In September alone, Clinton spoke of a "bridge to the 21st century" 243 times in his speeches. Sounding like Stuart Smalley on "Saturday Night Live," he called the bridge "big enough, strong enough and wide enough for everybody to walk across."

In fact, if there is one certainty in this uncertain world, it is that we will get to the 21st century with or without Clinton's bridge.

In the last century, when Victor Hugo wrote "Les Miserables," homeless children were herded under the bridges of Paris. The homeless children of today and the abused ones and the inner-city school dropouts and the gang members and the drug addicts have all been neatly tucked under Clinton's bridge to the 21st century.

And the rest of us -- Republicans and the press included -- are happy to leave them there. Jack Kemp is the only national Republican leader trying to wake up the nation. "Look at the millions under Clinton's bridge," he is effectively saying, using a member of Clinton's own Cabinet as a witness to this tragic neglect. But there is no chorus behind him, and his voice is drowned in the cacophony of a loud but irrelevant campaign. His fellow Republicans are attacking Clinton's bridge to the future, not by drawing attention to the forgotten people under it but by grinchily calling it "a toll bridge -- you pay every inch of the way."

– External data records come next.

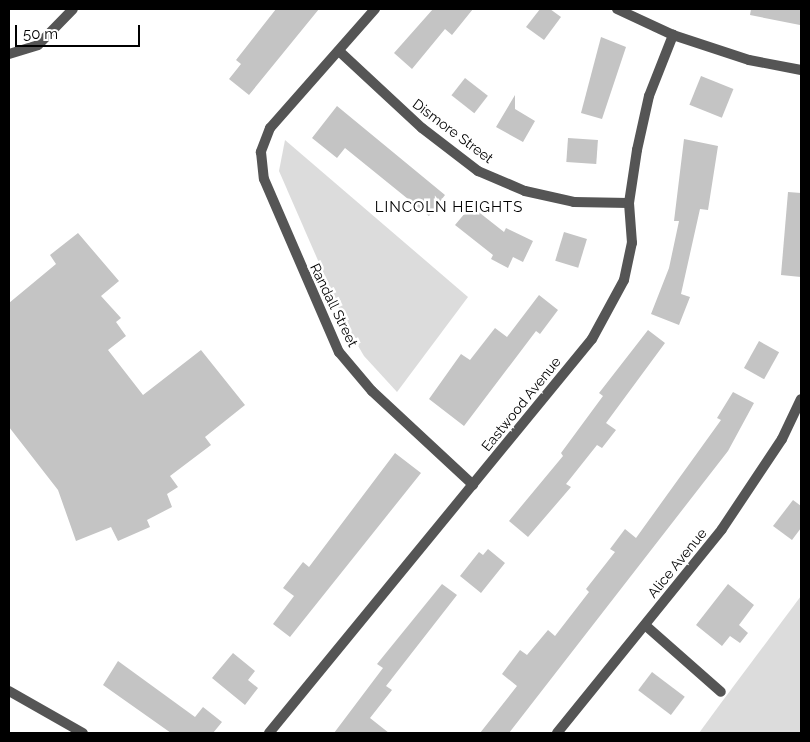 <!DOCTYPE html>
<html>
<head>
<meta charset="utf-8">
<style>
  body { margin:0 }
  #map { position:relative; width:810px; height:742px; overflow:hidden; background:#fff; font-family:Raleway,sans-serif }
  div>[style] { position:absolute }
  .green>* { inset:0; background:#dcdcdc }
  .building>* { inset:0; background:#c4c4c4; transform-origin:0 0 }
  .street>* { height:10px; margin:-5px; padding:0 5px; transform-origin:5px; border-radius:5px; background:#555 }
  span { translate:-50% -50%; white-space:nowrap; text-align:center; line-height:1.15; -webkit-text-stroke:5px #fff; paint-order:stroke }
  .street-label { font-size:14px; color:#000 }
  .neighbourhood-label { font-size:15px; color:#000; letter-spacing:1px }
  .frame { position:absolute; inset:0; border:10px solid #000; pointer-events:none }
  .scale { position:absolute; left:15px; top:25px; width:125px; height:22px; box-sizing:border-box; border:2px solid #000; border-top:0; padding-left:6px; font-size:15px; line-height:18px; white-space:nowrap; color:#000; -webkit-text-stroke:4px #fff; paint-order:stroke }
</style>
</head>
<body>
<div id="map">
  <div class="green">
    <i style="clip-path:polygon(285px 140px,468px 297px,397px 392px,364px 356px,347px 327px,279px 171px)"></i>
    <i style="clip-path:polygon(801px 596px,801px 733px,699px 733px,721px 703px)"></i>
  </div>
  <div class="building">
    <i style="clip-path:polygon(276px 9px,319px 9px,249px 95px,229px 79px,241px 64px,236px 60px)"></i>
    <i style="clip-path:polygon(433px 9px,473px 9px,452px 35px,445px 29px,412px 69px,394px 53px)"></i>
    <i style="clip-path:polygon(540px 9px,550px 9px,561px 17px,544px 40px,526px 27px)"></i>
    <i style="clip-path:polygon(751px 9px,801px 9px,800px 25px,750px 15px)"></i>
    <i style="clip-path:polygon(601px 37px,626px 47px,602px 119px,581px 113px)"></i>
    <i style="left:701px;top:76px;width:35px;height:31px;rotate:22deg"></i>
    <i style="left:465px;top:78px;width:29px;height:22px;rotate:38deg"></i>
    <i style="clip-path:polygon(515px 95px,515px 109px,535px 121px,523px 142px,496px 127px)"></i>
    <i style="clip-path:polygon(337px 106px,445px 195px,429px 216px,345px 148px,337px 158px,312px 138px)"></i>
    <i style="left:568px;top:138px;width:30px;height:24px;rotate:4deg"></i>
    <i style="clip-path:polygon(684px 139px,718px 146px,708px 210px,700px 209px,681px 294px,690px 297px,679px 325px,651px 314px,669px 268px,679px 221px,674px 221px)"></i>
    <i style="clip-path:polygon(788px 192px,801px 193px,801px 277px,781px 275px)"></i>
    <i style="clip-path:polygon(471px 206px,504px 232px,506px 228px,533px 241px,523px 262px,513px 257px,508px 268px,491px 259px,493px 255px,455px 225px)"></i>
    <i style="left:564px;top:232px;width:24px;height:30px;rotate:17deg"></i>
    <i style="clip-path:polygon(78px 233px,119px 281px,101px 296px,121px 318px,116px 322px,126px 336px,108px 350px,143px 395px,201px 350px,245px 405px,205px 437px,211px 445px,170px 476px,178px 487px,167px 494px,172px 507px,147px 520px,150px 527px,118px 541px,111px 527px,76px 541px,58px 490px,9px 427px,9px 303px,56px 264px,50px 255px)"></i>
    <i style="clip-path:polygon(539px 295px,558px 310px,540px 334px,536px 331px,464px 426px,429px 399px,461px 354px,470px 360px,495px 328px,507px 337px)"></i>
    <i style="clip-path:polygon(648px 330px,665px 343px,606px 423px,616px 430px,602px 448px,597px 445px,566px 484px,571px 487px,528px 537px,509px 521px,563px 456px,561px 453px,603px 396px,599px 393px)"></i>
    <i style="left:759px;top:341px;width:23px;height:31px;rotate:29deg"></i>
    <i style="clip-path:polygon(733px 392px,754px 403px,728px 451px,509px 733px,480px 733px,517px 686px,502px 674px,520px 650px,527px 655px,548px 630px,555px 636px,589px 592px,586px 589px,615px 552px,610px 549px,625px 529px,636px 538px,721px 420px,717px 418px)"></i>
    <i style="clip-path:polygon(395px 453px,421px 473px,290px 637px,273px 624px,294px 596px,283px 588px,303px 562px,309px 567px)"></i>
    <i style="clip-path:polygon(793px 500px,801px 506px,801px 528px,792px 540px,773px 526px)"></i>
    <i style="clip-path:polygon(488px 549px,505px 563px,481px 593px,460px 576px,479px 552px,483px 555px)"></i>
    <i style="clip-path:polygon(442px 584px,457px 595px,386px 686px,392px 690px,370px 718px,389px 733px,334px 733px,383px 668px,377px 664px)"></i>
    <i style="clip-path:polygon(728px 584px,754px 605px,739px 625px,748px 633px,740px 643px,730px 636px,722px 646px,696px 625px)"></i>
    <i style="clip-path:polygon(233px 653px,255px 671px,248px 680px,258px 688px,245px 705px,212px 678px)"></i>
    <i style="clip-path:polygon(118px 661px,195px 717px,203px 707px,222px 722px,213px 733px,171px 733px,103px 685px)"></i>
    <i style="left:652px;top:672px;width:41px;height:23px;rotate:37deg"></i>
  </div>
  <div class="street">
    <i style="left:375px;top:9px;width:159px;rotate:131.4deg"></i>
    <i style="left:270px;top:128px;width:26px;rotate:111deg"></i>
    <i style="left:261px;top:152px;width:27px;rotate:84deg"></i>
    <i style="left:264px;top:179px;width:189px;rotate:66.6deg"></i>
    <i style="left:339px;top:352px;width:51px;rotate:49.8deg"></i>
    <i style="left:372px;top:391px;width:138px;rotate:42.9deg"></i>
    <i style="left:617px;top:9px;width:62px;rotate:24.9deg"></i>
    <i style="left:673px;top:35px;width:80px;rotate:18.2deg"></i>
    <i style="left:749px;top:60px;width:53px;rotate:10.9deg"></i>
    <i style="left:339px;top:51px;width:113px;rotate:42.9deg"></i>
    <i style="left:422px;top:128px;width:71px;rotate:37.5deg"></i>
    <i style="left:478px;top:171px;width:51px;rotate:23.1deg"></i>
    <i style="left:525px;top:191px;width:50px;rotate:12.7deg"></i>
    <i style="left:574px;top:202px;width:55px;rotate:1deg"></i>
    <i style="left:9px;top:54px;width:30px;rotate:-17deg"></i>
    <i style="left:38px;top:45px;width:50px;rotate:-45.8deg"></i>
    <i style="left:645px;top:625px;width:101px;rotate:41.4deg"></i>
    <i style="left:9px;top:691px;width:85px;rotate:29.6deg"></i>
    <i style="left:269px;top:733px;width:509px;rotate:-50.66deg"></i>
    <i style="left:592px;top:339px;width:67px;rotate:-61.5deg"></i>
    <i style="left:624px;top:280px;width:38px;rotate:-78deg"></i>
    <i style="left:632px;top:243px;width:40px;rotate:-94.3deg"></i>
    <i style="left:629px;top:203px;width:54px;rotate:-81.4deg"></i>
    <i style="left:637px;top:150px;width:55px;rotate:-77.5deg"></i>
    <i style="left:649px;top:96px;width:66px;rotate:-68.5deg"></i>
    <i style="left:557px;top:733px;width:262px;rotate:-51deg"></i>
    <i style="left:722px;top:529px;width:108px;rotate:-56.3deg"></i>
    <i style="left:782px;top:439px;width:44px;rotate:-64.6deg"></i>
  </div>
  <div class="street-label">
    <span style="left:453px;top:131px;rotate:37deg">Dismore Street</span>
    <span style="left:334px;top:305px;rotate:64deg">Randall Street</span>
    <span style="left:521px;top:404px;rotate:-51deg">Eastwood Avenue</span>
    <span style="left:677px;top:563px;rotate:-51deg">Alice Avenue</span>
  </div>
  <div class="neighbourhood-label">
    <span style="left:449px;top:208px">LINCOLN HEIGHTS</span>
  </div>
  <div class="frame"></div>
  <div class="scale">50 m</div>
</div>
</body>
</html>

In a foreword to "The Compassionate Conservative," a remarkable book by business leader and philanthropist Joseph Jacobs, Kemp writes about the need for conservatives to "demonstrate a compassionate spirit that considers the welfare of the whole person, not just those needs that can be fed with a little bit of cash."

There are five weeks left in this campaign, and the Republicans are still talking about cash and proudly distributing at campaign events fake checks for $1,261 -- the gain for the average family of four from their 15 percent tax cut. But the public doesn't believe them.

The Cisneros memo urged Clinton to take up the cause of the millions trapped in the inner city and have "a sober conversation with the nation." "It places you," he told Clinton, "in a position above party and above individual gain. You are at your best ... when you lift the national dialogue to a higher, even spiritual, level where you encourage and exhort individuals and communities to fulfill a higher purpose."

All leaders are at their best when they do this. But with the enfeebled Dole campaign landing no solid blows, the president has no incentive to change course. Will the Republican nominee rise to the occasion? After all, he has nothing to lose, and the country has an awful lot to gain.

"And the righteous hurry past," cries out the chorus of the poor in the musical of "Les Miserables." "They don't hear the little ones crying, and the winter is coming on fast. ...There's a hunger in the land. There's a reckoning still to be reckoned. There's gonna be hell to pay at the end of the day!"